AIM OF THE TASK> Locate the line that contains "859 1099 1037H1068L1076" in the entries below, then repeat it and every following line through the line that contains "345 845 316", exactly, and no others.

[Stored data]
========================================================================

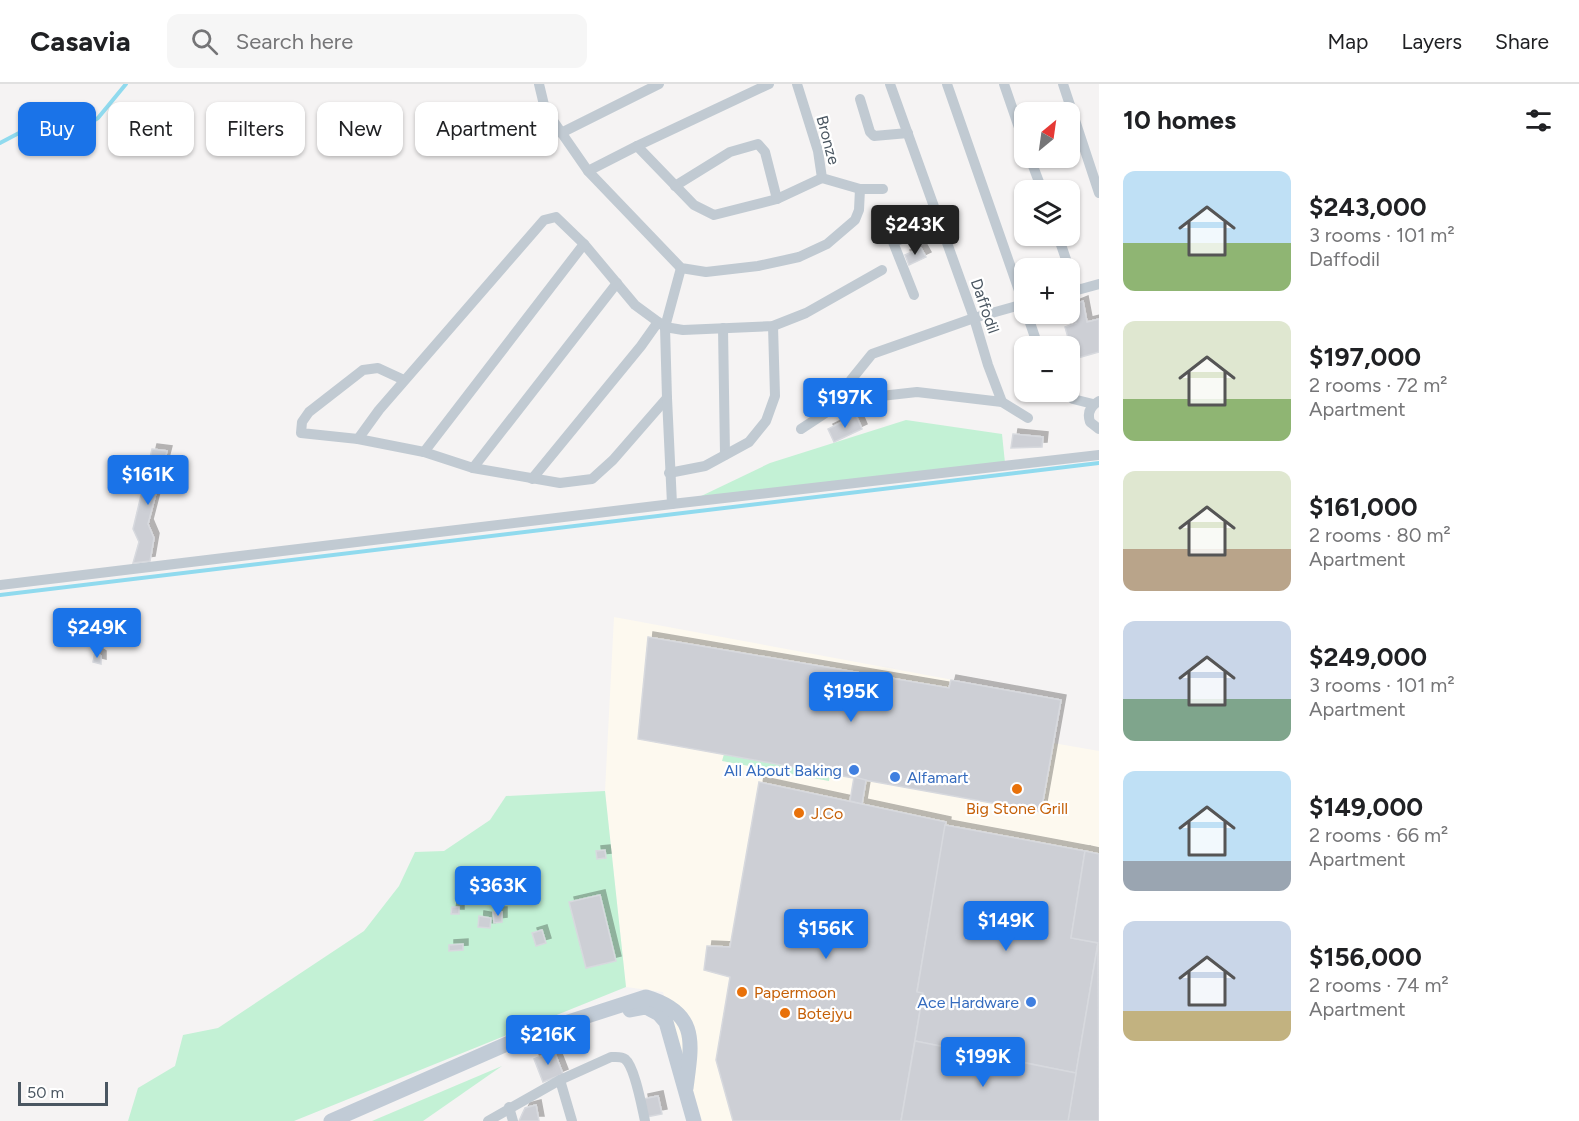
<!DOCTYPE html>
<html lang="en">
<head>
<meta charset="utf-8">
<style>
  :root { --surface:#fff; --page:#f6f6f6; --text:#202124; --muted:#757577; --line:#e0e0e0; --accent:#1a73e8 }
  body { margin:0; font-family:Figtree,sans-serif; background:var(--page); color:var(--text); height:100vh; display:flex; flex-direction:column; font-size:22px; white-space:nowrap }
  * { box-sizing:border-box; margin:0 }
  p { font-size:20px; color:var(--muted) }
  .icon { flex:none; width:33px; height:33px; fill:none; stroke:currentColor; stroke-width:2; stroke-linecap:round; stroke-linejoin:round }
  .map { position:relative; flex:1; overflow:hidden }
  .drawer { display:flex; flex-direction:column; background:var(--surface); width:480px }
  .drawer>* { flex:none }
  .hud { position:absolute; left:18px; top:18px; width:570px; height:54px; display:flex; gap:12px }
  .needle { width:39px; rotate:29deg }
  .fabs { position:absolute; left:1014px; top:18px; display:grid; gap:12px }
  .fabs a { display:grid; place-items:center; width:66px; height:66px; border-radius:12px; background:var(--surface); box-shadow:0 2px 4px #0004; font-size:30px }
  .scale { position:absolute; left:18px; bottom:15px; width:90px; box-sizing:border-box; padding-left:6px; border:3px solid #4a5661; border-top:0; font-size:16px; line-height:21px; white-space:nowrap; color:#4a5661; -webkit-text-stroke:4px #fff; paint-order:stroke }
  .price { position:absolute; translate:-50% -51px; padding:0 14px; border-radius:6px; background:var(--accent); color:#fff; font-size:20px; line-height:39px; filter:drop-shadow(0 2px 3px #0008) }
  .price::after { content:''; position:absolute; left:50%; top:36px; width:18px; height:14px; margin-left:-9px; background:inherit; clip-path:polygon(0 0,100% 0,50% 100%) }
  .price.active { background:#222; color:#fff }
  ul { padding:0; list-style:none }
  li { display:flex; align-items:center; gap:18px; height:150px; padding:0 24px }
  li span { display:grid; place-items:center; flex:none; width:168px; height:120px; border-radius:12px; color:#555 }
  li>.icon { margin-inline-start:auto }
  span .icon { width:72px; height:72px; fill:#fffc; stroke-width:1 }
  li b { font-size:26px }
  h2 { display:flex; justify-content:space-between; align-items:center; height:72px; padding:0 24px; font-size:26px }
  .pill { padding:0 21px; border-radius:12px; background:var(--surface); box-shadow:0 2px 4px #0004; font-size:21px; line-height:54px }
  .pill.active { background:var(--accent); color:#fff }
  header { display:flex; align-items:center; gap:36px; box-sizing:border-box; height:84px; padding:0 30px; background:var(--surface); border-bottom:2px solid var(--line) }
  header strong { font-size:28px }
  nav { display:flex; gap:33px; margin-inline-start:auto; font-size:21px }
  .search { width:420px; height:54px; background:var(--page); display:flex; align-items:center; gap:15px; box-sizing:border-box; padding:0 21px; border-radius:12px; color:var(--muted); font-size:22px }
  main { display:flex; flex:1; min-height:0 }
  .map>svg:first-child { display:block }
  .commercial { fill:#fdf9ef }
  .green { fill:#c3f1d5 }
  .lines { fill:none; stroke-linecap:round; stroke-linejoin:round }
  .stream { stroke:#90daee; stroke-width:4 }
  .building { fill:#cdcfd5; stroke:#d7d9de; stroke-width:1.5; filter:url(#shadow) }
  .street { stroke:#c1cad2; stroke-width:10 }
  .secondary { stroke:#c1cbd6; stroke-width:15 }
  .shop-dot { fill:#3f7fe0; stroke:#fff; stroke-width:2 }
  .food-dot { fill:#e8710a; stroke:#fff; stroke-width:2 }
  .labels { text-anchor:middle; dominant-baseline:central; stroke-width:4.5; stroke-linejoin:round; paint-order:stroke }
  .street-label { font-size:16px; fill:#4a5661; stroke:#fff }
  .shop-label { font-size:16px; fill:#366cbe; stroke:#fff; text-anchor:end }
  .food-label { font-size:16px; fill:#c56008; stroke:#fff; text-anchor:start }
</style>
</head>
<body>
<header>
<strong>Casavia</strong>
<div class="search"><svg class="icon" aria-label="search" viewBox="0 0 24 24"><circle cx="10" cy="10" r="6"/><path d="M15 15l6 6"/></svg>Search here</div>
<nav><a>Map</a><a>Layers</a><a>Share</a></nav>
</header>
<main>
<div class="map">
<svg width="1099" height="1037" viewBox="0 0 1099 1037">
  <defs>
    <filter id="shadow"><feDropShadow dx="5" dy="-5" stdDeviation="0" flood-color="#0004"/></filter>
  </defs>
  <rect width="100%" height="100%" fill="#f5f3f3"/>
  <path class="commercial" d="M614 533 1061 616 1053 659 1099 667V1037H702L663 908 626 903 605 707Z"/>
  <g class="green">
    <path d="M906 336 1002 350 1005 379 695 415 770 379Z"/>
    <path d="M724 670 830 689 829 697 722 677Z"/>
    <path d="M605 707 626 903 294 1037H128L138 1004 175 982 183 951 218 944 364 847 399 802 415 768 444 767 490 736 506 712Z"/>
    <path d="M502 982 423 1037H372Z"/>
  </g>
  <g class="lines">
    <g class="stream">
      <path d="M0 59 19 49 72 50 98 34 126 0"/>
      <path d="M0 511 1099 379"/>
    </g>
  </g>
  <g class="building">
    <path d="M921 164 926 173 909 181 905 171Z"/>
    <path d="M1083 217 1087 238 1099 235V268L1074 275 1065 243 1076 239 1071 222Z"/>
    <path d="M856 331 862 345 834 358 828 345Z"/>
    <path d="M1013 350 1043 353 1042 363 1011 364Z"/>
    <path d="M152 365 167 367 148 440 154 454 150 477 133 479 139 458 133 445Z"/>
    <path d="M100 545 108 548 105 556 96 555Z"/>
    <path d="M648 553 949 604 951 596 1061 616 1041 728 638 655Z"/>
    <path d="M95 568 101 572V580L93 578Z"/>
    <path d="M854 693 866 696 862 720 850 717Z"/>
    <path d="M759 698 946 738 917 907 923 909 901 1037H733L716 976 730 893 704 886 707 862 730 863Z"/>
    <path d="M945 741 1085 767 1071 854 1098 859 1076 989 915 957 923 909 917 908Z"/>
    <path d="M605 766 606 774 597 775 596 767Z"/>
    <path d="M1085 767 1099 770V859L1071 854Z"/>
    <path d="M600 811 616 877 586 884 569 818Z"/>
    <path d="M452 823H459V830H451Z"/>
    <path d="M493 828H502V838L494 839Z"/>
    <path d="M479 832 491 834 490 844 478 843Z"/>
    <path d="M542 846 546 859 536 862 532 849Z"/>
    <path d="M1098 859 1099 1037H1068L1076 989Z"/>
    <path d="M463 860V866L449 867V861Z"/>
    <path d="M915 957 1076 989 1068 1037H901Z"/>
    <path d="M554 967 563 990 543 998 534 975Z"/>
    <path d="M658 1012 662 1030 646 1033 643 1015Z"/>
    <path d="M536 1021 539 1037H519L525 1024Z"/>
  </g>
  <g class="lines">
    <g class="street">
      <path d="M539 0 545 25 588 87 681 184 706 188 758 182 799 173 827 160 855 136 859 126 860 105"/>
      <path d="M797 0 818 67 822 94 860 105H883"/>
      <path d="M890 0 974 234 988 281 1002 318"/>
      <path d="M947 0 1024 221"/>
      <path d="M1004 0 1024 58"/>
      <path d="M1063 0 1099 109"/>
      <path d="M860 15 870 48 874 52 908 49"/>
      <path d="M561 49 659 0"/>
      <path d="M637 62 694 121 714 131 777 115 822 94"/>
      <path d="M1030 74 1042 106"/>
      <path d="M588 87 637 62 769 0"/>
      <path d="M675 102 730 68 758 60 765 68 777 115"/>
      <path d="M1058 152 1069 184"/>
      <path d="M1070 185 1077 206"/>
      <path d="M1070 208 1099 200"/>
      <path d="M914 211 893 158 939 141"/>
      <path d="M1027 230 1038 262"/>
      <path d="M723 244 725 371"/>
      <path d="M404 296 378 284 363 286 309 328 302 338 301 349 358 355 424 368 473 384 560 399 592 395 613 376 667 314"/>
      <path d="M1063 308 1073 315 1093 320"/>
      <path d="M845 316 851 296 872 270 974 234 1024 220"/>
      <path d="M1099 317C1090 322 1087 329 1090 338L1099 345"/>
      <path d="M801 345 845 316 917 308 1002 318 1028 334"/>
      <path d="M358 355 379 326 544 136 556 133 584 160 635 221 665 243 683 246 773 242 806 229 882 186"/>
      <path d="M424 368 584 160"/>
      <path d="M473 384 617 199"/>
      <path d="M669 389 705 382 749 358 766 337 775 312 773 242"/>
      <path d="M532 395 641 262 658 238"/>
      <path d="M672 420 667 314 665 243 681 184"/>
      <path d="M0 501 672 420 1099 371"/>
      <path d="M560 996 572 1037"/>
      <path d="M509 1023 513 1037"/>
      <path d="M488 1037 560 996 611 973C616 973 621 972 625 975 635 983 642 1024 645 1037"/>
    </g>
    <g class="secondary">
      <path d="M630 926 646 923 659 930 666 938 694 1037"/>
      <path d="M331 1037 525 952 646 913C699 929 692 958 686 1004"/>
    </g>
  </g>
  <g class="shop-dot">
    <circle cx="854" cy="686" r="6"/>
    <circle cx="895" cy="693" r="6"/>
    <circle cx="1031" cy="918" r="6"/>
  </g>
  <g class="food-dot">
    <circle cx="1017" cy="705" r="6"/>
    <circle cx="799" cy="729" r="6"/>
    <circle cx="742" cy="908" r="6"/>
    <circle cx="785" cy="929" r="6"/>
  </g>
  <g class="labels">
    <g class="street-label">
      <text transform="translate(828 56) rotate(75)">Bronze</text>
      <text transform="translate(985 222) rotate(71)">Daffodil</text>
    </g>
    <g class="shop-label">
      <text x="842" y="686">All About Baking</text>
      <text x="907" y="693" text-anchor="start">Alfamart</text>
      <text x="1019" y="918">Ace Hardware</text>
    </g>
    <g class="food-label">
      <text x="1017" y="724" text-anchor="middle">Big Stone Grill</text>
      <text x="811" y="729">J.Co</text>
      <text x="754" y="908">Papermoon</text>
      <text x="797" y="929">Botejyu</text>
    </g>
  </g>
</svg>
<div class="fabs">
<a><svg class="needle" viewBox="-14 -14 28 28"><path d="M0-13l5 13h-10z" fill="#e53935"/><path d="M0 13l5-13h-10z" fill="#757577"/></svg></a>
<a><svg class="icon" aria-label="layers" viewBox="0 0 24 24"><path d="M12 4l9 5-9 5-9-5zM3 14l9 5 9-5"/></svg></a>
<a>+</a>
<a>−</a>
</div>
<div class="scale">50 m</div>
<b class="price active" style="left:915px;top:172px">$243K</b>
<b class="price" style="left:845px;top:345px">$197K</b>
<b class="price" style="left:148px;top:422px">$161K</b>
<b class="price" style="left:97px;top:575px">$249K</b>
<b class="price" style="left:851px;top:639px">$195K</b>
<b class="price" style="left:498px;top:833px">$363K</b>
<b class="price" style="left:1006px;top:868px">$149K</b>
<b class="price" style="left:826px;top:876px">$156K</b>
<b class="price" style="left:548px;top:982px">$216K</b>
<b class="price" style="left:983px;top:1004px">$199K</b>
<div class="hud">
<a class="pill active">Buy</a>
<a class="pill">Rent</a>
<a class="pill">Filters</a>
<a class="pill">New</a>
<a class="pill">Apartment</a>
</div>
</div>
<section class="drawer">
<h2>10 homes<svg class="icon" aria-label="filters" viewBox="0 0 24 24"><path d="M4 7h16M4 17h16"/><circle cx="9" cy="7" r="2"/><circle cx="15" cy="17" r="2"/></svg></h2>
<ul>
<li><span style="background:linear-gradient(#bfe0f5 60%,#8fb573 0)"><svg class="icon" aria-label="home" viewBox="0 0 24 24"><path d="M3 11l9-7 9 7M6 9v11h12V9"/></svg></span><div><b>$243,000</b><p>3 rooms · 101 m²</p><p>Daffodil</p></div></li>
<li><span style="background:linear-gradient(#dfe7d0 65%,#8fb573 0)"><svg class="icon" aria-label="home" viewBox="0 0 24 24"><path d="M3 11l9-7 9 7M6 9v11h12V9"/></svg></span><div><b>$197,000</b><p>2 rooms · 72 m²</p><p>Apartment</p></div></li>
<li><span style="background:linear-gradient(#dfe7d0 65%,#b9a48a 0)"><svg class="icon" aria-label="home" viewBox="0 0 24 24"><path d="M3 11l9-7 9 7M6 9v11h12V9"/></svg></span><div><b>$161,000</b><p>2 rooms · 80 m²</p><p>Apartment</p></div></li>
<li><span style="background:linear-gradient(#c9d6e8 65%,#7fa58c 0)"><svg class="icon" aria-label="home" viewBox="0 0 24 24"><path d="M3 11l9-7 9 7M6 9v11h12V9"/></svg></span><div><b>$249,000</b><p>3 rooms · 101 m²</p><p>Apartment</p></div></li>
<li><span style="background:linear-gradient(#bfe0f5 75%,#9aa5b1 0)"><svg class="icon" aria-label="home" viewBox="0 0 24 24"><path d="M3 11l9-7 9 7M6 9v11h12V9"/></svg></span><div><b>$149,000</b><p>2 rooms · 66 m²</p><p>Apartment</p></div></li>
<li><span style="background:linear-gradient(#c9d6e8 75%,#c2b280 0)"><svg class="icon" aria-label="home" viewBox="0 0 24 24"><path d="M3 11l9-7 9 7M6 9v11h12V9"/></svg></span><div><b>$156,000</b><p>2 rooms · 74 m²</p><p>Apartment</p></div></li>
</ul>
</section>
</main>
</body>
</html>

========================================================================

TASK RESPONSE>
    <path d="M1098 859 1099 1037H1068L1076 989Z"/>
    <path d="M463 860V866L449 867V861Z"/>
    <path d="M915 957 1076 989 1068 1037H901Z"/>
    <path d="M554 967 563 990 543 998 534 975Z"/>
    <path d="M658 1012 662 1030 646 1033 643 1015Z"/>
    <path d="M536 1021 539 1037H519L525 1024Z"/>
  </g>
  <g class="lines">
    <g class="street">
      <path d="M539 0 545 25 588 87 681 184 706 188 758 182 799 173 827 160 855 136 859 126 860 105"/>
      <path d="M797 0 818 67 822 94 860 105H883"/>
      <path d="M890 0 974 234 988 281 1002 318"/>
      <path d="M947 0 1024 221"/>
      <path d="M1004 0 1024 58"/>
      <path d="M1063 0 1099 109"/>
      <path d="M860 15 870 48 874 52 908 49"/>
      <path d="M561 49 659 0"/>
      <path d="M637 62 694 121 714 131 777 115 822 94"/>
      <path d="M1030 74 1042 106"/>
      <path d="M588 87 637 62 769 0"/>
      <path d="M675 102 730 68 758 60 765 68 777 115"/>
      <path d="M1058 152 1069 184"/>
      <path d="M1070 185 1077 206"/>
      <path d="M1070 208 1099 200"/>
      <path d="M914 211 893 158 939 141"/>
      <path d="M1027 230 1038 262"/>
      <path d="M723 244 725 371"/>
      <path d="M404 296 378 284 363 286 309 328 302 338 301 349 358 355 424 368 473 384 560 399 592 395 613 376 667 314"/>
      <path d="M1063 308 1073 315 1093 320"/>
      <path d="M845 316 851 296 872 270 974 234 1024 220"/>
      <path d="M1099 317C1090 322 1087 329 1090 338L1099 345"/>
      <path d="M801 345 845 316 917 308 1002 318 1028 334"/>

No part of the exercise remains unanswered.